We investigated gene‐specific methylation levels in 12 breast cancer‐related genes. Five genes (ATM, CDKN1A (p21), RAD51, ESR2 and PER3) were significantly or borderline‐associated with breast cancer risk in the tertiled analyses (Table 3). However, for three of the genes (CDKN1A(p21), RAD51, PER3), no dose‐response effect was seen and results were inconsistent across the different models, also the analyses with continuous variables (Table S2), suggesting that the findings may be due to chance and do not reflect true associations. For ATM and ESR2, the continuous data also showed borderline‐significant associations with breast cancer (Table S2), and a dose‐response effect was seen for ESR2 in the tertiled analyses.
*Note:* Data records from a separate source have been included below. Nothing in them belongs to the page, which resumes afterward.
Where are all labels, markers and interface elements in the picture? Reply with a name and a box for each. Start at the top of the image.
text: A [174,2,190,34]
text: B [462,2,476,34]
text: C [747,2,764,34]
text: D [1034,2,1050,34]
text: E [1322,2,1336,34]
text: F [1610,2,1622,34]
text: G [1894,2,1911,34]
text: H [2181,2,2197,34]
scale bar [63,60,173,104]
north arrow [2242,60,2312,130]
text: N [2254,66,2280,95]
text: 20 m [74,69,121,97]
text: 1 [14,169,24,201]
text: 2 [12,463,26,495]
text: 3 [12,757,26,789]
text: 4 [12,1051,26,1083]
ATM encodes the protein ATM, which has an essential role in monitoring and repairing DNA double‐strand breaks, and variations in ATM have been associated with breast cancer risk. 62 Hypermethylation of ATM was positively associated with breast cancer risk, both in the tertiled analyses (Table 3) and borderline in the analyses with continuous exposure variables (Table S2). However, the dose‐response effect and the significance did not persist in all models. Two other studies investigated methylation of ATM in relation to breast cancer risk. 45 , 63 Both studies found results in line with our data, although the study designs were different. Firstly, the study populations were very different: Flanagan et al 63 included post‐diagnostic blood samples from bilateral breast cancer cases, and Brennan et al 45 used data from three cohorts (white or European populations) with pre‐diagnostic blood samples. In contrast, we examined post‐diagnostic samples from untreated Greenlandic Inuit breast cancer cases. Secondly, we determined the methylation level in the ATM promoter, whereas the studies by Flanagan et al and Brennan et al determined intragenic ATM methylation. Our results, however, support the hypothesis that DNA hypermethylation in tumour suppressor genes leading to reduced tumour suppressor transcription and expression may increase the risk of breast cancer.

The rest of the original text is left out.